§ **WORK TO BE COMPLETED**: Search the material below for the string "canvas" and list each line that holds it.

'''

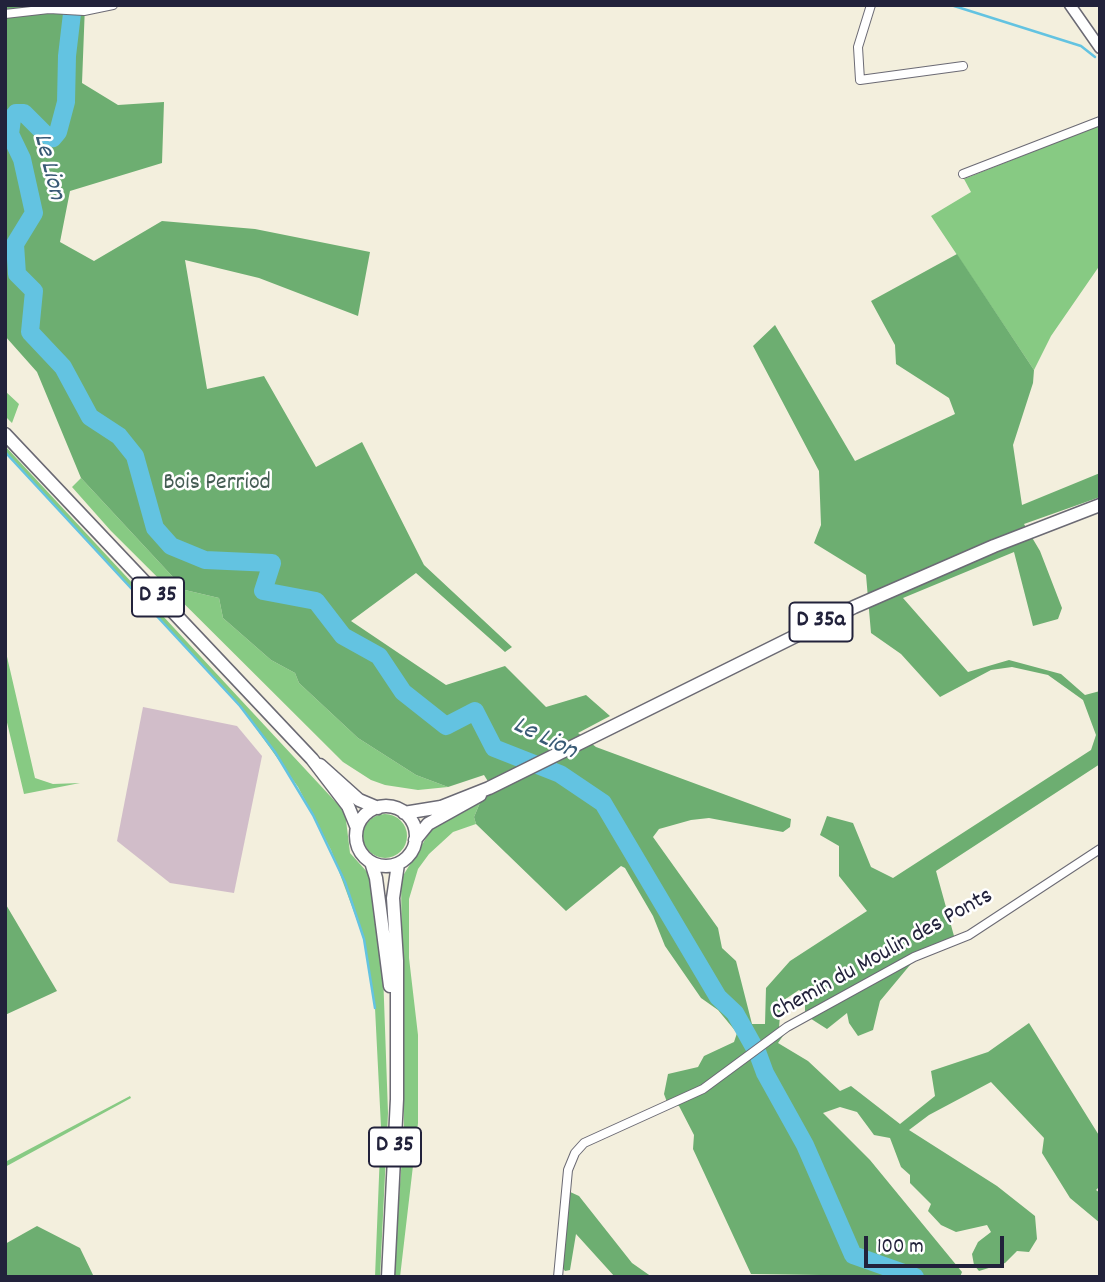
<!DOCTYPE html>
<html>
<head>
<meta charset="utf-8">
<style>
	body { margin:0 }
	#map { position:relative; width:1105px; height:1282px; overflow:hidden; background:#f3efdd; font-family:Dekko,sans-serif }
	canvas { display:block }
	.frame { position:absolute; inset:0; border:7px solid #22223b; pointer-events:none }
	.scale { position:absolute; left:864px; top:1236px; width:140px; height:32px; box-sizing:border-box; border:4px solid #22223b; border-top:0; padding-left:9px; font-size:21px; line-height:24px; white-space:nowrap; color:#22223b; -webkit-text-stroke:5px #fff; paint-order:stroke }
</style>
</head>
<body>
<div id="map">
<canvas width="1105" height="1282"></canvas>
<div class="frame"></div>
<div class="scale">100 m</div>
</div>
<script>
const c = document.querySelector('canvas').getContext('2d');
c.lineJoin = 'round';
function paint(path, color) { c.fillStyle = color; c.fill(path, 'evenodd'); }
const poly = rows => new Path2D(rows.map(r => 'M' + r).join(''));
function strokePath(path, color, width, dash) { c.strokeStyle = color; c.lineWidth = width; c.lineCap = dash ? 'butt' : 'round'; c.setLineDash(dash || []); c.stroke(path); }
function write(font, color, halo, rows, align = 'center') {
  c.font = font + ' Dekko,sans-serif'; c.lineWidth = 5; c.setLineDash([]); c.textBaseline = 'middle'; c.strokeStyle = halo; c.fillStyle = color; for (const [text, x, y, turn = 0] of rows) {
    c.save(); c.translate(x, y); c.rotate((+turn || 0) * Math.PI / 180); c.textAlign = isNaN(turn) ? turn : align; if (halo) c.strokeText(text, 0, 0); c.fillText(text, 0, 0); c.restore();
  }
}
paint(poly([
	[143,707,237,726,262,756,234,893,170,883,117,841]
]), '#d1bdc9');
paint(poly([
	[1100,125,1100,265,1051,336,1034,370,931,216,971,192,964,179],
	[5,391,19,404,12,423,5,416],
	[5,446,345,812,350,853,368,873,370,882,383,972,388,1113,380,1277,375,1277,381,1127,375,1008,364,939,331,850,298,787,240,706,5,452],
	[81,478,185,590,219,598,223,618,271,660,295,673,299,683,358,738,416,775,448,787,418,790,385,785,371,780,343,762,111,531,72,487],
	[5,648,35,778,53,784,80,783,24,794,5,714],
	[482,798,474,817,476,824,453,832,429,854,418,869,409,899,409,958,418,1035,418,1123,400,1277,393,1277,404,1131,401,879,431,830],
	'363 836a22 22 0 1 1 44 0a22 22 0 1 1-44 0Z',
	[130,1096,131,1098,5,1167,5,1162]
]), '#87ca83');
paint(poly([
	[5,5,85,5,82,83,118,105,164,102,162,163,70,191,60,242,94,261,162,221,255,229,370,252,358,316,259,278,185,260,207,389,264,376,316,467,362,442,424,565,512,647,505,652,416,573,351,621,446,685,505,666,546,707,586,695,610,716,578,733,596,747,791,819,790,827,783,832,709,818,691,820,659,829,653,837,718,928,722,948,736,961,752,1024,765,1024,766,988,790,961,867,911,839,876,839,846,820,835,827,816,853,823,871,867,893,878,1091,750,1096,735,1083,700,1048,675,1012,667,991,670,940,697,901,654,871,633,866,575,814,543,821,525,819,471,753,346,775,325,855,461,955,414,949,398,896,364,895,345,871,301,957,254,1034,370,1033,383,1013,445,1022,505,1100,473,1100,497,1024,524,1040,551,1062,608,1058,619,1033,626,1014,552,903,598,968,672,1009,660,1061,674,1085,695,1100,691,1100,764,936,871,954,936,920,953,880,1001,873,1030,858,1036,849,1023,847,1013,827,1029,805,1015,805,995,799,990,781,1002,779,1028,785,1033,778,1043,808,1061,840,1091,851,1086,900,1124,935,1096,931,1071,988,1052,1029,1023,1100,1137,1100,1186,1096,1190,1100,1193,1100,1223,1070,1198,1042,1153,1044,1138,991,1082,929,1115,909,1130,997,1186,1035,1216,1037,1239,1029,1252,1017,1251,1005,1263,979,1271,974,1265,972,1254,978,1242,991,1232,987,1225,956,1232,941,1225,928,1211,931,1204,910,1183,910,1175,901,1167,890,1138,874,1135,857,1112,840,1107,823,1113,870,1160,962,1272,960,1277,751,1274,693,1149,694,1135,679,1106,667,1102,664,1094,668,1074,698,1067,704,1056,734,1042,737,1033,718,1010,701,998,665,946,653,916,625,868,621,866,566,911,476,824,474,817,482,798,494,791,484,775,448,787,416,775,358,738,299,683,295,673,271,660,223,618,219,598,185,590,81,478,37,372,5,336],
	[5,903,57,991,5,1015],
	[568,1191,579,1196,632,1263,652,1277,615,1277,576,1234,570,1270,565,1271,561,1266],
	[37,1226,80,1248,94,1277,5,1277,5,1244]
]), '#6dae71');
strokePath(poly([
	[951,5,1081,46,1095,57],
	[5,108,12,119],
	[5,452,240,706,275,752,313,815,345,882,364,939,375,1008]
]), '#63c3e1', 2.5);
strokePath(poly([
	[73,5,67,56,66,102,58,132,53,138,46,135,24,113,16,113,12,119,10,134,22,159,34,213,15,244,17,274,34,291,30,332,63,367,90,417,119,436,135,456,155,528,171,546,205,560,272,563,263,591,316,601,343,636,379,656,403,692,446,726,475,711,494,748,560,774,603,803,718,997,735,1013,758,1054,765,1073,805,1145,853,1255,915,1277]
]), '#63c3e1', 18);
const street = poly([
	[871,5,858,47,860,80,963,66],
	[5,14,49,9,84,11,113,5],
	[963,174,1100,121],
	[558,1277,568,1170,575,1153,584,1143,703,1089,787,1027,914,957,969,935,1100,849]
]);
const secondary = poly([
	[1070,5,1100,48]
]);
const primary = poly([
	[5,434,312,759,348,806,357,828],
	[320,765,359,800,378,808],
	'356 836a30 30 0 1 1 60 0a30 30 0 1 1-60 0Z',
	[404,813,441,807,489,788,854,607,994,546,1100,505],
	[415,840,428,824,480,795],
	[371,862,376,878,390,986],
	[388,1277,397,1099,397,961,393,898,398,864]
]);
strokePath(street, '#6b6a74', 10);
strokePath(secondary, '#6b6a74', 13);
strokePath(primary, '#6b6a74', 15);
strokePath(street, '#fff', 8);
strokePath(secondary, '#fff', 10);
strokePath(primary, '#fff', 12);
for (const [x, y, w] of [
	[158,597,52],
	[821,622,63],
	[395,1147,52]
]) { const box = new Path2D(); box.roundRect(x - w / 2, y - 19.5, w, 39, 5); c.fillStyle = '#fff'; c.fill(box); strokePath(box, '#22223b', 2); }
write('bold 23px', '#22223b', null, [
	["D 35",158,597],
	["D 35a",821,622],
	["D 35",395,1147]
]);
write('24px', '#455d54', '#fff', [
	["Bois Perriod",217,485]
]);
write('24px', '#22223b', '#fff', [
	["Chemin du Moulin des Ponts",883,956,-29]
]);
write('italic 26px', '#395a75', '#fff', [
	["Le Lion",47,167,76],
	["Le Lion",544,740,26]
]);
</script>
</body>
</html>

'''

§ **RESULT OF THIS EXERCISE**:
	canvas { display:block }
<canvas width="1105" height="1282"></canvas>
const c = document.querySelector('canvas').getContext('2d');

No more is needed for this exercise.